I sent it believing that maybe — just maybe — the right words could change everything. That if I loved loudly enough, purely enough, honestly enough, it would matter.
It didn't.
Not because the love wasn't real. Not because the words weren't true. But because you can't make someone feel what they don't feel, no matter how beautifully you say it.
I realize now that this was never really about you. It was about me learning what it feels like to love without reservation. To be vulnerable. To take a risk even when the outcome was uncertain.
And I'm grateful for that. Truly.
You taught me that I'm capable of deep feeling. That I can write, express, and care in ways I never thought possible. That was my gift to myself, not yours to me.
But I also learned something harder: that loving someone doesn't make them yours. That kindness isn't the same as interest. That "thank you" can be the most painful response you'll ever receive.
I felt embarrassed. Stupid. Naive. Like I had given so much to someone who saw me as little more than a stranger with intense feelings.
And maybe I was all those things. But I was also brave. Honest. Real.
I meant that when I wrote it. I still do.
So this page isn't for hoping anymore. It's for remembering. For closure. For the day I visit this link and need to remind myself: what I felt was beautiful, even if it wasn't returned.
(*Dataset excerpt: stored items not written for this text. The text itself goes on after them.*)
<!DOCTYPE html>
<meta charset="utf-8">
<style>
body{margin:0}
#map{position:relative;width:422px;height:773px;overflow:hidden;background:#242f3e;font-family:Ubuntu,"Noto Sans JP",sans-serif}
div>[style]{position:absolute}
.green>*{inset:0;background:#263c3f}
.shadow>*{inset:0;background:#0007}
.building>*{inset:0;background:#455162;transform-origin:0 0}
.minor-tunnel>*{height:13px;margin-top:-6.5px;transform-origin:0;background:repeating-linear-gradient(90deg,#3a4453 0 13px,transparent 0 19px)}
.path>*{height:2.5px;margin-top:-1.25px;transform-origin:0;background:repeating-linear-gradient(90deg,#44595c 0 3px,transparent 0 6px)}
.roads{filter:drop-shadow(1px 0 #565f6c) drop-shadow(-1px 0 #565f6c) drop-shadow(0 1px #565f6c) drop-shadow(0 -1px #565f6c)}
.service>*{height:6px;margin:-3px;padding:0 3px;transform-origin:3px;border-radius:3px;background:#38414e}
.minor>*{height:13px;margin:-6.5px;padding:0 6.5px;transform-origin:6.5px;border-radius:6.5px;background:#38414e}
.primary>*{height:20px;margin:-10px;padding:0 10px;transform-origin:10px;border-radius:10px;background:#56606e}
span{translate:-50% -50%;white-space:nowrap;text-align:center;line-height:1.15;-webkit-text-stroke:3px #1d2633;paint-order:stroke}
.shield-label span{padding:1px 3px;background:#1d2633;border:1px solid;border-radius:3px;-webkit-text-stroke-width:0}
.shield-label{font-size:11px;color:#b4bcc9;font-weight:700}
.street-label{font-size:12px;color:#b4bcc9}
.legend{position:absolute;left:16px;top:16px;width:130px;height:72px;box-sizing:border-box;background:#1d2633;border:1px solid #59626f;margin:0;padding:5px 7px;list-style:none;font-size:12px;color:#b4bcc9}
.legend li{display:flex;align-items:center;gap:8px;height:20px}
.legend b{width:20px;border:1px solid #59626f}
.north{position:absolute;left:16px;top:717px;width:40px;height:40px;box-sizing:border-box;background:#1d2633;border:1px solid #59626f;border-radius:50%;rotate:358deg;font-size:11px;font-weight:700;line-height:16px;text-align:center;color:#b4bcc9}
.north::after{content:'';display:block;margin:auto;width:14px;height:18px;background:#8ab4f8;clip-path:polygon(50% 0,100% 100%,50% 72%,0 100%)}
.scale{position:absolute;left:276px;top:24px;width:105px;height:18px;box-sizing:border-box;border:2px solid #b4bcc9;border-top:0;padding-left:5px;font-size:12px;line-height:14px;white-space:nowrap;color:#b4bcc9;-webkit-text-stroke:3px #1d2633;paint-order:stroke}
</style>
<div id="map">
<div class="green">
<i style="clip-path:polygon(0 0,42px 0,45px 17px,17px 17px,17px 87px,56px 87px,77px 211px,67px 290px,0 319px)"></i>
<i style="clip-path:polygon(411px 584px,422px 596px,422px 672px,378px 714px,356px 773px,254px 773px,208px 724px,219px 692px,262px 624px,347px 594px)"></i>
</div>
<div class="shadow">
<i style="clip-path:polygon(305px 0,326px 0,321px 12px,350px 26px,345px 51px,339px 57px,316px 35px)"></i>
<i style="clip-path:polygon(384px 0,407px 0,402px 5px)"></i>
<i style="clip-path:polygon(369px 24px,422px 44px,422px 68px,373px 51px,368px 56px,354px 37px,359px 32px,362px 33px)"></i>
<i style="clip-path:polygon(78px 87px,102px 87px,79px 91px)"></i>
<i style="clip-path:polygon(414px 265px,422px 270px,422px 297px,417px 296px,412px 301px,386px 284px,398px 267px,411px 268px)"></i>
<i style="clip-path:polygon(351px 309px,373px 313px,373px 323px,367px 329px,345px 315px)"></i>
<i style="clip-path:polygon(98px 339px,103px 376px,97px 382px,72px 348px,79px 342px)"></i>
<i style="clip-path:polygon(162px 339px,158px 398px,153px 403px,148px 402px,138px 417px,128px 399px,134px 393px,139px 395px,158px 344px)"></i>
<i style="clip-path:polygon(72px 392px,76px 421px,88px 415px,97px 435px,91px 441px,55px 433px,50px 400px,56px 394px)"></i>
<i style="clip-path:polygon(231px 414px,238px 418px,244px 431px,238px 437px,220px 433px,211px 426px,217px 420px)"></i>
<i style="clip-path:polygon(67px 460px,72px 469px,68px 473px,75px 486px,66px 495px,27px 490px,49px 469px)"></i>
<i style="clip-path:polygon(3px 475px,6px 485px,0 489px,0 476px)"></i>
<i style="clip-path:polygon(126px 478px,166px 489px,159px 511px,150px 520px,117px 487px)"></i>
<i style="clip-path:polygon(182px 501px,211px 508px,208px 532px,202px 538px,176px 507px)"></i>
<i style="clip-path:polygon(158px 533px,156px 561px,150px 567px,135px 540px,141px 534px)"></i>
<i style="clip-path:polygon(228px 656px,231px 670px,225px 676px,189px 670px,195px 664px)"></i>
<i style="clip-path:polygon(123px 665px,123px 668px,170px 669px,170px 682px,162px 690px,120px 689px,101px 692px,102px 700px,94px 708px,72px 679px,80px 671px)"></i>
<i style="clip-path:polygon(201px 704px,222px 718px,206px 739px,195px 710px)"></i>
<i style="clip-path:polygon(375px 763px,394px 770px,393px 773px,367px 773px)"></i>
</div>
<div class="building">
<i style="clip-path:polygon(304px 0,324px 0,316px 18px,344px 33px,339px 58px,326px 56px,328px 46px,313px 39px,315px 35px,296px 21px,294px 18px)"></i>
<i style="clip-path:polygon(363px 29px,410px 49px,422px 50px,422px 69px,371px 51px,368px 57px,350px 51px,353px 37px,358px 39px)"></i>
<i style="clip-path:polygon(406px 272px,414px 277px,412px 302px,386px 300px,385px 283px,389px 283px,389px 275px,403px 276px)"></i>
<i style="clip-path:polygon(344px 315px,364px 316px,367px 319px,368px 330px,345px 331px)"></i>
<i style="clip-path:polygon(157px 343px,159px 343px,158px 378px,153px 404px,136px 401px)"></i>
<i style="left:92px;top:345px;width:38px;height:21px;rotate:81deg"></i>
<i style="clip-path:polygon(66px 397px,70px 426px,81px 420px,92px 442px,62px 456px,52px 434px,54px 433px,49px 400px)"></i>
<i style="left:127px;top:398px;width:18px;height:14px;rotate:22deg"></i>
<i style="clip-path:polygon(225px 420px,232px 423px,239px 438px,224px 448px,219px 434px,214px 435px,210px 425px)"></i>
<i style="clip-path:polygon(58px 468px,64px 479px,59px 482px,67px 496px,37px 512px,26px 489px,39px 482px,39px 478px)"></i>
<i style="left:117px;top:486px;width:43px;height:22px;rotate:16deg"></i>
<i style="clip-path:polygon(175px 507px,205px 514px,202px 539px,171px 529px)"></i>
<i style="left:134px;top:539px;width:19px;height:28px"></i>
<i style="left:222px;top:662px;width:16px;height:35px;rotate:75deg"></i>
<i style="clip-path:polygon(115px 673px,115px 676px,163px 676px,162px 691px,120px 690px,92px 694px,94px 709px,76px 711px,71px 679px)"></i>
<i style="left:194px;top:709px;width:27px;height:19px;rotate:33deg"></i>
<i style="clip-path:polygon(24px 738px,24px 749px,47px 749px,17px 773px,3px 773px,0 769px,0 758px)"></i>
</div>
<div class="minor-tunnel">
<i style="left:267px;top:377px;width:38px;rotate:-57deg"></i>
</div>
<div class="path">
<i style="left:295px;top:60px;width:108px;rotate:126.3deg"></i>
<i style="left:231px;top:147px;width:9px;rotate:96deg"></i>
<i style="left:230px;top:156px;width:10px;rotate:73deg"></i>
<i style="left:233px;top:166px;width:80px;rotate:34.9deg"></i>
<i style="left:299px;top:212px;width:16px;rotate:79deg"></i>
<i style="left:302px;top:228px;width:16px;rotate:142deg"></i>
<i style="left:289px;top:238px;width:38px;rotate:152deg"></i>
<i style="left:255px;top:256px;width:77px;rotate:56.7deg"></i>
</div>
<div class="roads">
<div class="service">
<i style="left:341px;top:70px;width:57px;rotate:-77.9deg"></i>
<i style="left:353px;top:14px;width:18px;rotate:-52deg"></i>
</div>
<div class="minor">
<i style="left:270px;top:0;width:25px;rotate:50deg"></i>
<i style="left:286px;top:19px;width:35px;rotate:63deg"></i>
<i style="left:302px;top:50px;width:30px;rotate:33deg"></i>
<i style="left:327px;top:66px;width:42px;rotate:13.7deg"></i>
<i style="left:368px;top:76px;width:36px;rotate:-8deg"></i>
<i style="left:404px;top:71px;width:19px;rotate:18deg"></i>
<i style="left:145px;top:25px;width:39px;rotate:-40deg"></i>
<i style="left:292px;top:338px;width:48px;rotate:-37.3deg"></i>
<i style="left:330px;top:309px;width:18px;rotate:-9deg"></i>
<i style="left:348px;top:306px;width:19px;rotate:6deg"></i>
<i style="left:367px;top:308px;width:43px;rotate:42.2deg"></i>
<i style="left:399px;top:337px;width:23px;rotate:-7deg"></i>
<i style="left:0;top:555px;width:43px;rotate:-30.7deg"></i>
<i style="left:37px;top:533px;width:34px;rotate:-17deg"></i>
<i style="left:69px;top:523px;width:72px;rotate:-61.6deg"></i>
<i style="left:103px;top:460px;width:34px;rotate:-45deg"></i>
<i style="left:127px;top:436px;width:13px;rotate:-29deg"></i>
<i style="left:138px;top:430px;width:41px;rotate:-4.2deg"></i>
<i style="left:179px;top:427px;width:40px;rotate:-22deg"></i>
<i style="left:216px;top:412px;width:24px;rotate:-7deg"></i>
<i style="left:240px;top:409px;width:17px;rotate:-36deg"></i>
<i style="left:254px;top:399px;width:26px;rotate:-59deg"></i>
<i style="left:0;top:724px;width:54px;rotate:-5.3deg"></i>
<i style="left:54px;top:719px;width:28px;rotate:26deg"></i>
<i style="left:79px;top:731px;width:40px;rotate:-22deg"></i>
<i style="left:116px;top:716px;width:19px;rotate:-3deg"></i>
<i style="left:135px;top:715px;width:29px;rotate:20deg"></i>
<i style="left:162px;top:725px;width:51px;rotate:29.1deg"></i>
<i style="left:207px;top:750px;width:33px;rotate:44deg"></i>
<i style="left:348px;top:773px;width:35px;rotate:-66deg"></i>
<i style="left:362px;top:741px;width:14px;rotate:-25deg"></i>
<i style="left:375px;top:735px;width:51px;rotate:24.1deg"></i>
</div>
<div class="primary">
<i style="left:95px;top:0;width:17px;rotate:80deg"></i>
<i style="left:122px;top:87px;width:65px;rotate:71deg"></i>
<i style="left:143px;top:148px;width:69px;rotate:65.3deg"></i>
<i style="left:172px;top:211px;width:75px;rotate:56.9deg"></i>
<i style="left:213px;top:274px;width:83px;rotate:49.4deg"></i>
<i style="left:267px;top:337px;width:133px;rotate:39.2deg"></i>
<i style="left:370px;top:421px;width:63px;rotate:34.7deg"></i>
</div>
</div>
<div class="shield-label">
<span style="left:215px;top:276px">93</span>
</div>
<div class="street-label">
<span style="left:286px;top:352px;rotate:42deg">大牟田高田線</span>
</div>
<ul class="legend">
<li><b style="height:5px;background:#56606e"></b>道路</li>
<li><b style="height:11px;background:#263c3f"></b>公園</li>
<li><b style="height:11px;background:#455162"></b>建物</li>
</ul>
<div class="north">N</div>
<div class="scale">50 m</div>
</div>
To anyone reading this — whether it's me in the future, or you stumbling back here out of curiosity — know this:
I'm moving on. Not because I hate you, or because I'm bitter, or because I want to prove anything. But because I deserve someone who thinks about me 364 days a year too. Someone who doesn't need convincing. Someone who's excited, not overwhelmed.
I hope you find that person for yourself. The one who makes you feel the way I felt about you — butterflies, poetry, moon comparisons, all of it.
And I hope you don't let them go.
This was real. This mattered. And now, it's time to let it be what it was: my first love, and my first lesson in letting go.